Скрип других петель по сравнению с нашими
Отец упорно открывал и закрывал одни и те же ворота, и, учитывая его фанаберии – Ковбойскую гостиную, странные старомодные метафоры, настоятельные требования, чтобы все члены семьи во время каникул и отпусков писали друг другу письма (собственные его письма были не длиннее двух фраз), – несмотря на все это, мой отец был самым практичным и трезвомыслящим человеком, какого я только знал.

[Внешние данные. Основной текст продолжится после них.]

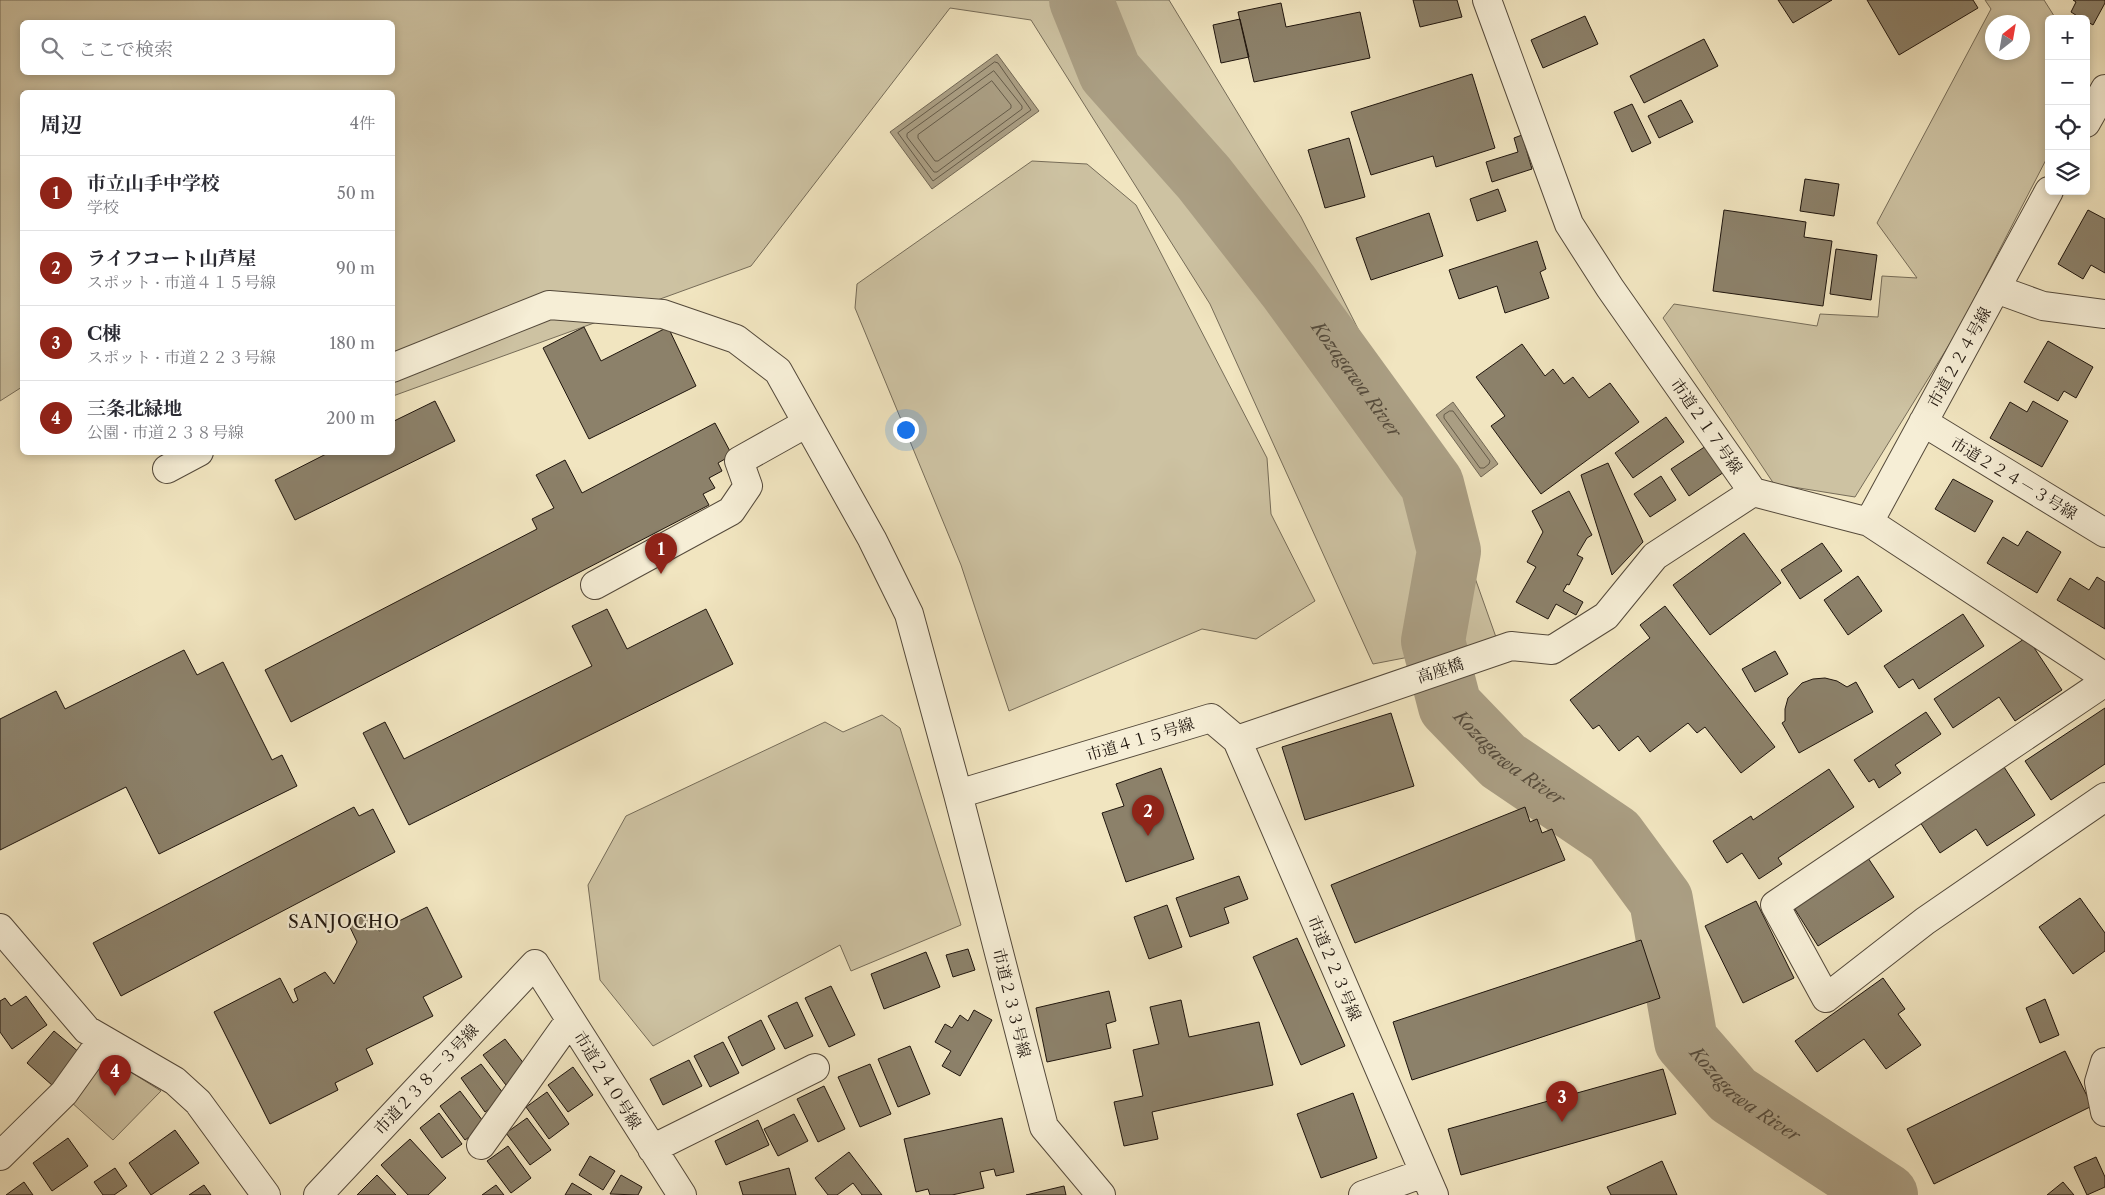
<!DOCTYPE html>
<html lang="ja">
<meta charset="utf-8">
<style>
body{margin:0;font-family:"Libre Caslon Text","Noto Serif JP",serif;background:#f2f2f3;color:#2b2b33}
.controls{position:absolute;right:15px;top:15px;display:grid;overflow:hidden;border-radius:8px;box-shadow:0 2px 8px #0003}
.controls button{width:45px;height:45px;display:grid;place-items:center;padding:0;border:0;border-bottom:1px solid #e1e1e2;background:#fff;color:#2b2b33;font:25px sans-serif}
.compass{position:absolute;left:1985px;top:15px;width:45px;height:45px;border-radius:50%;background:#fff;box-shadow:0 2px 8px #0003;rotate:31deg}
.you{position:absolute;left:905px;top:429px;width:18px;height:18px;margin:-12px;border:4px solid #fff;border-radius:50%;background:#1a73e8;box-shadow:0 0 0 8px #1a73e833}
.badge{display:grid;place-items:center;width:32px;height:32px;border-radius:50%;background:#8f2418;color:#fff;font-size:16px;font-weight:700}
.pin{position:absolute;translate:-50% -41px;filter:drop-shadow(0 1px 2px #0008)}
.pin::after{content:'';position:absolute;top:26px;width:18px;height:15px;background:inherit;clip-path:polygon(0 0,100% 0,50% 100%)}
.list{margin:0;padding:0;list-style:none}
h2{display:flex;justify-content:space-between;align-items:center;height:65px;margin:0;padding:0 20px;font-size:21px}
h2 small{font-size:16px;font-weight:400;color:#7c7c81}
.list li{display:grid;grid-template-columns:32px 1fr auto;gap:15px;align-items:center;box-sizing:border-box;height:75px;padding:0 20px;border-top:1px solid #e1e1e2}
.list b{display:block;font-size:19px;white-space:nowrap}
.list p{margin:0;font-size:16px;white-space:nowrap;color:#7c7c81}
.list em{font-size:16px;font-style:normal;color:#7c7c81}
.icon{flex:none;width:28px;height:28px;fill:none;stroke:currentColor;stroke-width:2;stroke-linecap:round;stroke-linejoin:round}
.map{position:relative;flex:none;width:2105px;height:1195px;overflow:hidden}
.search{position:absolute;background:#fff;box-shadow:0 2px 8px #0003;left:20px;top:20px;width:375px;height:55px;display:flex;align-items:center;gap:12px;box-sizing:border-box;padding:0 18px;border-radius:8px;color:#7c7c81;font-size:19px}
.panel{position:absolute;background:#fff;box-shadow:0 2px 8px #0003;left:20px;top:90px;width:375px;height:365px;border-radius:8px}
.map>svg:first-child{display:block}
.green{fill:#cdc2a2;stroke:#766c58;fill-rule:evenodd}
.water{fill:#aa9e83;stroke:#726754}
.lines{fill:none;stroke-linecap:round;stroke-linejoin:round}
.shore{stroke:#645a48;stroke-width:1}
.river{stroke:#aa9e83;stroke-width:64}
.building{fill:#8c816a;stroke:#1f150d}
.minor-casing{stroke:#54493a;stroke-width:30}
.minor{stroke:#f6eed6;stroke-width:28}
.labels{text-anchor:middle;dominant-baseline:central;stroke-width:4.5;stroke-linejoin:round;paint-order:stroke}
.street-label{font-size:16px;fill:#1f150d;stroke:#f6eed6}
.water-label{font-size:18px;font-style:italic;fill:#574c3c;stroke:#f6eed6}
.neighbourhood-label{font-size:18px;letter-spacing:1px;fill:#1f150d;stroke:#f6eed6}
</style>
<div class="map">
<svg width="2105" height="1195" viewBox="0 0 2105 1195">
<rect width="100%" height="100%" fill="#f1e5c0"/>
<filter id="stains"><feTurbulence type="fractalNoise" baseFrequency=".004" numOctaves="4"/><feColorMatrix values="0 0 0 0 .2 0 0 0 0 .09 0 0 0 0 .02 0 0 0 .5 -.17"/></filter>
<radialGradient id="worn" r=".72"><stop offset=".6" stop-color="#630" stop-opacity="0"/><stop offset="1" stop-color="#630" stop-opacity=".3"/></radialGradient>
<path class="green" d="M0 0H1169L1301 217 1452 513 1497 640 1373 664 1210 304 1031 20 950 8 751 266 393 396 392 92H22V387L0 401ZM22 22H392V72H22Z
M1985 0H2044L2056 19H2049V154L1957 332 1855 497 1774 484 1663 318 1674 304 1817 326 1820 314 1878 317 1882 276 1917 278 1877 223 1991 9ZM1992 22H2022V52H1992Z
M1032 161 1087 164 1136 205 1267 458 1271 514 1315 601 1256 639 1202 629 1009 711 961 565 855 308 857 284Z
M882 715 900 728 961 925 851 971 840 945 653 1046 600 980 588 885 626 816 825 722 843 732Z
M110 1059 161 1091 113 1140 70 1101 100 1064Z"/>
<path class="water" d="M997 54 1039 111 932 189 890 132Z
M1453 402 1498 464 1481 477 1436 415Z"/>
<g class="lines">
<path class="shore" d="M995 62 998 63 1031 110 933 181 898 133Z
M994 71 1022 106V109L937 172H934L907 137V134Z
M992 81 1011 105V108L938 161H935L918 138V135Z
M1450 411H1453L1490 461 1489 464 1484 468H1480L1444 418V415Z"/>
<path class="river" id="s1" d="M1081 0 1110 72 1204 178 1289 287 1432 484 1449 551 1433 641 1450 706 1503 761 1614 836 1661 900 1686 1041 1733 1095 1886 1195"/>
</g>
<path class="building" d="M1413 0H1457L1462 17 1420 27Z
M1778 0H1832L1793 23Z
M1867 0H1973L1978 8 1899 55Z
M2073 0H2105V3L2093 25 2086 21V19H2082L2071 12 2076 2Z
M1281 3 1286 27 1360 12 1370 58 1254 82 1238 12Z
M1585 16 1598 44 1543 68 1531 40Z
M1240 19 1249 57 1221 63 1213 25Z
M1704 39 1718 66 1644 103 1630 76Z
M1472 74 1495 148 1436 167 1433 156 1371 175 1351 112Z
M1681 100 1693 122 1659 138 1648 116Z
M1632 104 1651 143 1632 152 1614 112Z
M1522 135 1532 169 1492 182 1486 162 1518 152 1514 138Z
M1349 138 1365 197 1325 208 1308 150Z
M1805 179 1839 184 1834 216 1800 211Z
M1498 189 1506 211 1477 221 1470 199Z
M1724 210 1806 222 1804 237 1832 241 1823 306 1713 291Z
M2088 210 2105 219V273L2091 265 2083 279 2058 264Z
M1429 213 1443 256 1371 280 1356 238Z
M1537 241 1546 269 1540 272 1549 298 1505 313 1497 286 1459 299 1449 270Z
M1836 249 1877 255 1871 300 1830 294Z
M584 327 601 361 668 327 696 386 589 439 543 348Z
M2048 341 2093 367 2076 398 2064 391 2058 401 2024 382Z
M1522 344 1545 376 1553 369 1564 384 1573 377 1589 398 1610 383 1639 422 1541 494 1491 426 1505 416 1476 377Z
M435 401 455 441 295 520 275 480 330 452H392V422Z
M2033 401 2068 421 2042 467 1990 438 2010 402 2027 412Z
M1666 417 1684 442 1633 478 1615 453Z
M715 423 732 455 718 463 722 471 709 478 715 488 703 494 709 505 291 722 265 670 537 529 532 519 554 508 536 475 565 460 582 493Z
M1706 446 1724 472 1689 496 1671 469Z
M1608 463 1643 542 1612 575 1581 475Z
M1661 476 1676 500 1650 517 1634 494Z
M1953 479 1993 501 1975 532 1935 509Z
M1569 491 1592 535 1587 538 1577 555 1583 558 1569 585 1567 584 1563 591 1583 602 1576 615 1556 604 1548 619 1516 602 1536 567 1527 562 1543 532 1532 511Z
M2027 531 2061 552 2037 593 1987 563 2003 537 2018 546Z
M1744 533 1781 583 1710 635 1673 585Z
M1822 543 1842 571 1800 599 1781 570Z
M1858 576 1882 611 1848 635 1824 600Z
M2097 577 2105 582V629L2057 600 2070 578 2089 590Z
M1665 606 1775 747 1741 773 1705 727 1697 733 1688 723 1650 752 1638 736 1619 751 1599 725 1593 729 1570 700 1650 638 1640 625Z
M607 609 627 649 706 609 733 664 409 825 363 733 385 722 404 759 592 666 572 626Z
M1963 614 1984 646 1919 689 1913 679 1899 688 1884 666Z
M2027 637 2062 690 2015 721 1999 697 1953 728 1934 699Z
M184 650 197 675 223 662 272 760 282 755 297 786 159 854 126 787 0 850V719L56 691 65 709Z
M1775 651 1788 674 1755 692 1742 669Z
M1825 678 1837 681 1847 687 1856 682 1873 712 1799 753 1782 723 1785 721V709L1788 698 1802 683 1813 679Z
M2105 708V764L2051 800 2025 761Z
M1926 712 1941 734 1895 765 1901 773 1879 788 1874 779 1869 782 1854 760Z
M1391 713 1414 786 1305 820 1282 747Z
M2004 767 2035 815 1987 846 1976 829 1940 853 1920 822Z
M1161 768 1194 859 1126 882 1102 813 1124 806 1116 784Z
M1829 769 1854 807 1778 858 1782 864 1759 879 1742 853 1727 863 1713 841 1751 816 1753 820Z
M354 807 359 816 373 809 395 852 121 996 93 943Z
M1525 807 1530 822 1537 819 1542 833 1552 829 1565 860 1355 943 1331 885Z
M1866 855 1894 897 1818 946 1791 903Z
M1239 876 1248 899 1224 908 1229 923 1190 937 1176 898Z
M2080 898 2105 933V951L2073 974 2039 927Z
M1756 901 1794 978 1743 1003 1705 926Z
M1167 905 1182 947 1149 959 1134 917Z
M427 907 462 977 423 997 433 1016 366 1049 373 1064 335 1083 338 1090 270 1124 214 1012 280 978 293 1003 298 1000 294 989 325 972 334 984 357 942 348 923 370 913 379 931Z
M1297 938 1345 1046 1301 1065 1253 957Z
M1641 940 1660 998 1412 1080 1393 1022Z
M968 949 975 970 953 977 946 955Z
M926 952 940 987 884 1009 871 974Z
M1883 978 1905 1009 1898 1014 1921 1045 1886 1069 1864 1039 1817 1072 1795 1041Z
M831 986 855 1035 829 1047 805 998Z
M1109 991 1116 1021 1106 1024 1111 1048 1047 1062 1036 1008Z
M26 996 47 1025 12 1049 0 1032V1001L5 998 11 1006Z
M2045 999 2059 1035 2040 1043 2026 1008Z
M1181 1000 1189 1037 1259 1022 1273 1085 1152 1112 1158 1139 1124 1146 1114 1102 1143 1096 1133 1050 1159 1044 1150 1007Z
M797 1002 813 1036 785 1049 768 1016Z
M974 1010 992 1020 960 1076 942 1066 951 1051 935 1042 945 1024 952 1028 960 1015 968 1021Z
M761 1020 775 1049 742 1066 728 1037Z
M54 1031 80 1053 53 1086 27 1063Z
M505 1039 531 1073 509 1089 483 1055Z
M723 1042 739 1073 710 1087 694 1056Z
M910 1046 930 1094 898 1107 878 1059Z
M2065 1051 2092 1106 1934 1184 1907 1129Z
M689 1060 702 1086 663 1105 650 1079Z
M481 1064 506 1097 485 1112 461 1078Z
M870 1064 891 1114 860 1127 838 1077Z
M573 1067 593 1095 568 1112 548 1085Z
M1663 1069 1676 1114 1461 1175 1448 1129Z
M824 1086 845 1129 818 1142 797 1099Z
M460 1091 486 1125 465 1140 440 1106Z
M547 1092 569 1124 549 1139 526 1107Z
M1353 1093 1377 1158 1321 1178 1297 1114Z
M439 1113 462 1144 442 1158 420 1128Z
M794 1114 808 1141 778 1156 764 1129Z
M527 1118 551 1150 530 1165 506 1133Z
M1002 1118 1014 1172 996 1176 994 1169 980 1172 984 1188 952 1195H930L928 1189 916 1192 904 1139Z
M758 1120 769 1145 726 1165 715 1141Z
M175 1130 199 1163 151 1195 129 1163Z
M68 1138 88 1166 52 1191 33 1163Z
M410 1139 446 1178 428 1195H408L381 1165Z
M508 1146 531 1178 511 1193 487 1161Z
M849 1152 882 1195H862L853 1183 837 1195H828L815 1178Z
M590 1156 615 1171 603 1190 579 1175Z
M2096 1157 2105 1177V1187L2087 1195 2074 1167Z
M1662 1161 1677 1195H1611L1607 1187Z
M115 1168 127 1186 114 1195H103L94 1182Z
M789 1168 796 1195H743L739 1182Z
M377 1175 396 1195H357Z
M621 1175 642 1187 638 1195 610 1194Z
M24 1182 33 1195H6Z
M2063 1182 2074 1195H2047Z
M572 1183 592 1195H565Z
M204 1185 211 1195H189Z
M496 1185 504 1195H482Z
M1064 1186 1066 1195H1026Z"/>
<g class="lines">
<g class="minor-casing">
<path id="minor" d="M1487 0 1569 224 1610 288 1753 492 1869 522 2105 677
M2086 123 2105 89
M1996 289 2043 306 2105 314
M392 368 549 305 663 314 736 339 778 371 872 539 909 614 958 794 1044 1127 1101 1195
M1923 422 2105 533
M167 469 199 452
M1869 522 2049 191
M595 585 731 511 748 486 739 461 807 423
M2105 682 1775 905 1826 998 1925 921 2105 797
M1237 740 1434 1195
M958 794 1211 718 1237 740 1511 646 1552 650 1606 616 1655 556 1753 492
M0 928 87 1030 175 1081 198 1102 266 1195
M2105 1062 2099 1082 2105 1112
M481 1145 570 1020
M652 1149 815 1068
M0 1156 64 1093 102 1040
M318 1195 535 964 682 1195
M1363 1195 1424 1173"/>
</g>
<use href="#minor" class="minor"/>
</g>
<g class="labels">
<g class="street-label">
<text transform="translate(1959 357) rotate(-61)">市道２２４号線</text>
<text transform="translate(1707 426) rotate(55)">市道２１７号線</text>
<text transform="translate(2014 478) rotate(31)">市道２２４－３号線</text>
<text transform="translate(1440 670) rotate(-18)">高座橋</text>
<text transform="translate(1140 739) rotate(-17)">市道４１５号線</text>
<text transform="translate(1335 968) rotate(67)">市道２２３号線</text>
<text transform="translate(1012 1003) rotate(76)">市道２３３号線</text>
<text transform="translate(426 1079) rotate(-47)">市道２３８－３号線</text>
<text transform="translate(608 1080) rotate(58)">市道２４０号線</text>
</g>
<g class="water-label">
<text stroke="none"><textPath href="#s1" startOffset="472">Kozagawa River</textPath></text>
<text stroke="none"><textPath href="#s1" startOffset="908">Kozagawa River</textPath></text>
<text stroke="none"><textPath href="#s1" startOffset="1342">Kozagawa River</textPath></text>
</g>
<g class="neighbourhood-label">
<text x="344" y="922">SANJOCHO</text>
</g>
</g>
<rect width="100%" height="100%" filter="url(#stains)"/>
<rect width="100%" height="100%" fill="url(#worn)"/>
</svg>
<div class="controls">
<button>+</button>
<button>−</button>
<button><svg class="icon" aria-label="locate" viewBox="0 0 24 24"><circle cx="12" cy="12" r="6"/><path d="M12 2v4M12 18v4M2 12h4M18 12h4"/></svg></button>
<button><svg class="icon" aria-label="layers" viewBox="0 0 24 24"><path d="M12 4l9 5-9 5-9-5zM3 14l9 5 9-5"/></svg></button>
</div>
<svg class="compass" viewBox="-18 -18 36 36"><path d="M0-13l5 13h-10z" fill="#e53935"/><path d="M0 13l5-13h-10z" fill="#7c7c81"/></svg>
<div class="you"></div>
<div class="pin badge" style="left:661px;top:574px">1</div>
<div class="pin badge" style="left:1148px;top:836px">2</div>
<div class="pin badge" style="left:1562px;top:1122px">3</div>
<div class="pin badge" style="left:115px;top:1096px">4</div>
<div class="search"><svg class="icon" aria-label="search" viewBox="0 0 24 24"><circle cx="10" cy="10" r="6"/><path d="M15 15l6 6"/></svg>ここで検索</div>
<section class="panel">
<h2>周辺<small>4件</small></h2>
<ul class="list">
<li><span class="badge">1</span><div><b>市立山手中学校</b><p>学校</p></div><em>50 m</em></li>
<li><span class="badge">2</span><div><b>ライフコート山芦屋</b><p>スポット · 市道４１５号線</p></div><em>90 m</em></li>
<li><span class="badge">3</span><div><b>C棟</b><p>スポット · 市道２２３号線</p></div><em>180 m</em></li>
<li><span class="badge">4</span><div><b>三条北緑地</b><p>公園 · 市道２３８号線</p></div><em>200 m</em></li>
</ul>
</section>
</div>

А в придачу еще и самым мудрым. И еще я твердо знал – тем смутным, но предельно точным чутьем, каким дети иной раз понимают что-то о своих родителях и какое не имеет отношения к обычному внутрисемейному уважению, – что мой отец один из лучших в своем деле, во всей юго-западной Монтане. Это сквозило во всем – в его взгляде, рукопожатии, манере держать лассо. Он не настаивал и не давил, но решительно сообщал миру, как оно должно быть – и как будет.